- [Exercise details] Copy down every line of the data that follows exactly. Omit the pictures.
━━━ Data section ━━━
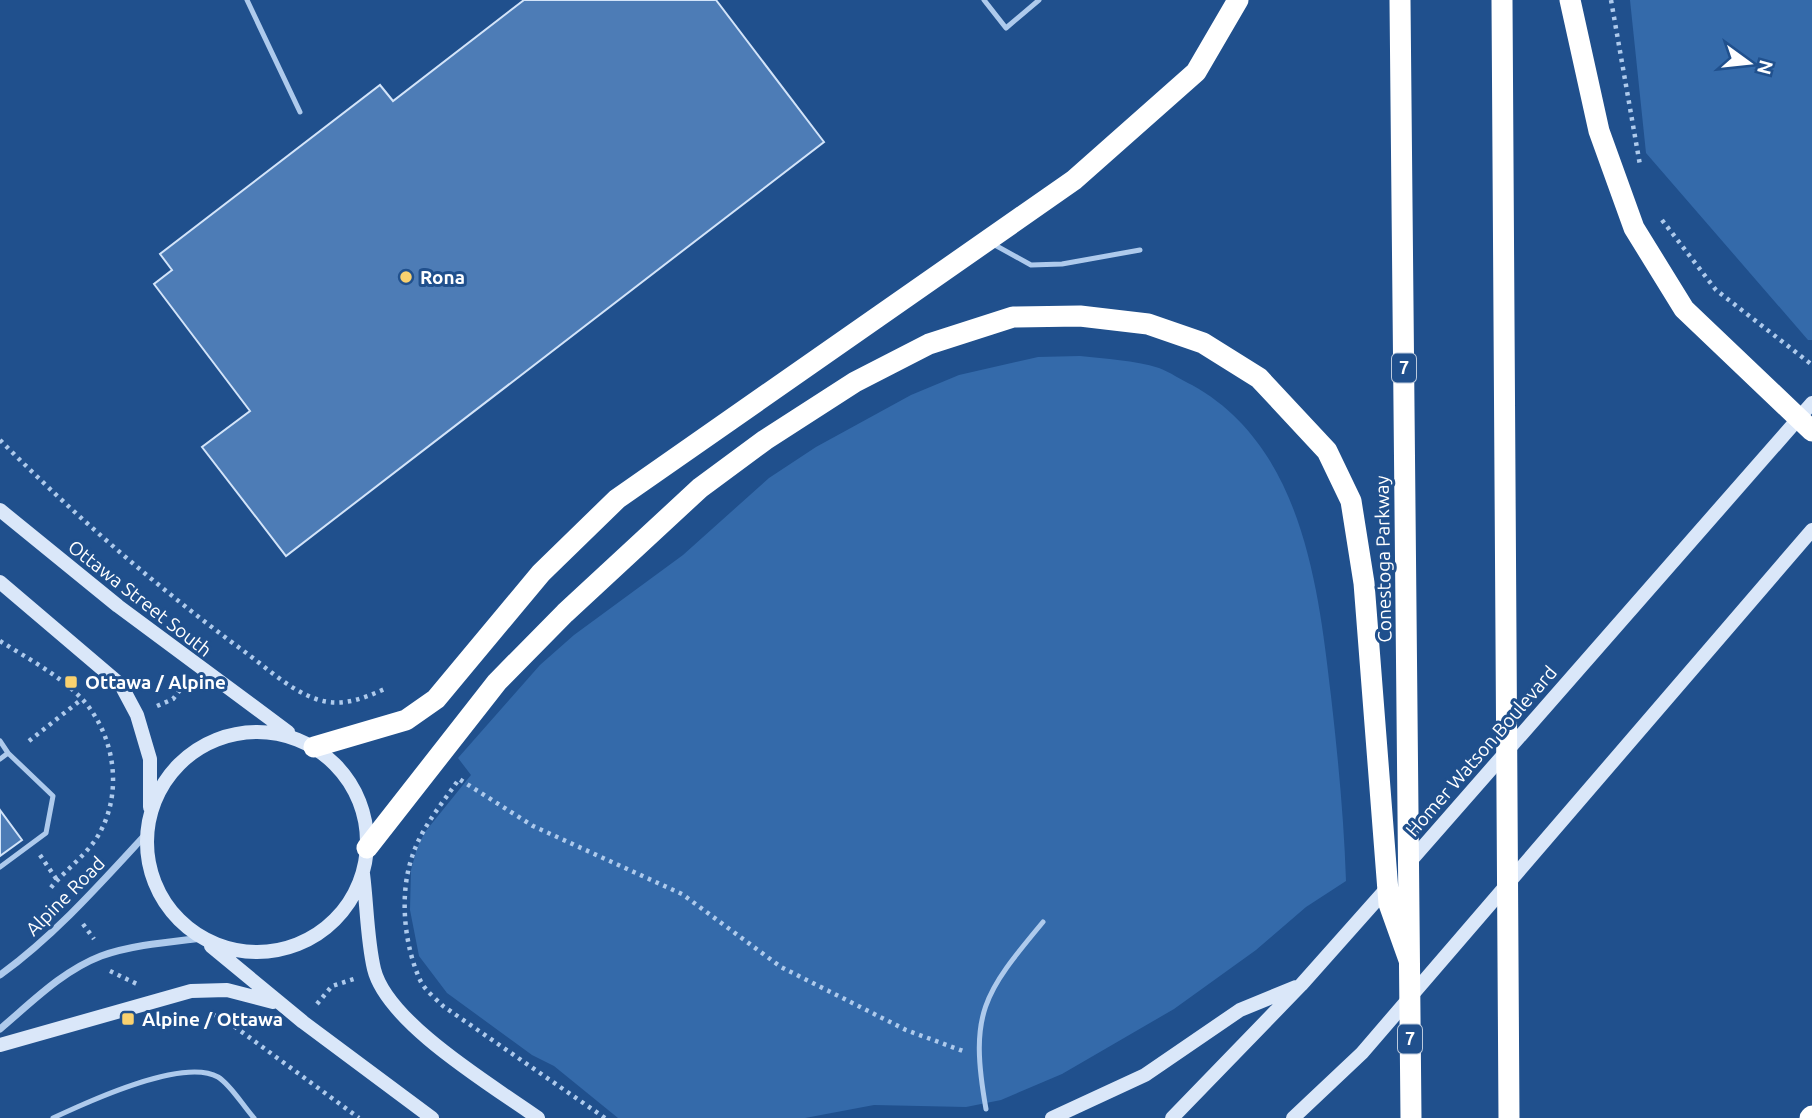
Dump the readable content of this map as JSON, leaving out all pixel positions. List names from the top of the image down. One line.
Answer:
{"streets":{"highway":["7","Conestoga Parkway"],"main road":["Ottawa Street South","Homer Watson Boulevard"],"street":["Alpine Road"]},"crossings":[["Ottawa Street South","Alpine Road"]],"places":{"other":["Rona"],"transit":["Ottawa / Alpine","Alpine / Ottawa"]},"north":"right"}
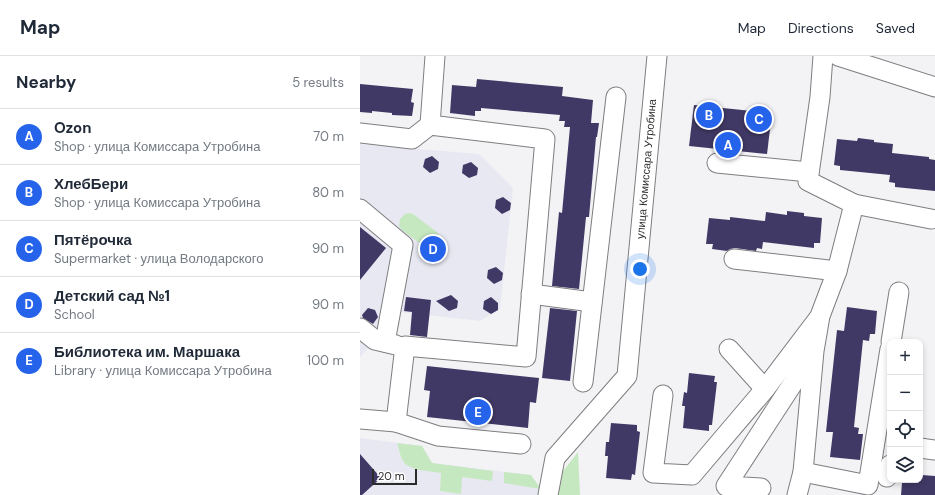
━━━
- [Solution to this task]
Dump the readable content of this map as JSON, leaving out all pixel positions. List names from the top of the image down. One line.
Answer:
{"streets":{"highway":["7","Conestoga Parkway"],"main road":["Ottawa Street South","Homer Watson Boulevard"],"street":["Alpine Road"]},"crossings":[["Ottawa Street South","Alpine Road"]],"places":{"other":["Rona"],"transit":["Ottawa / Alpine","Alpine / Ottawa"]},"north":"right"}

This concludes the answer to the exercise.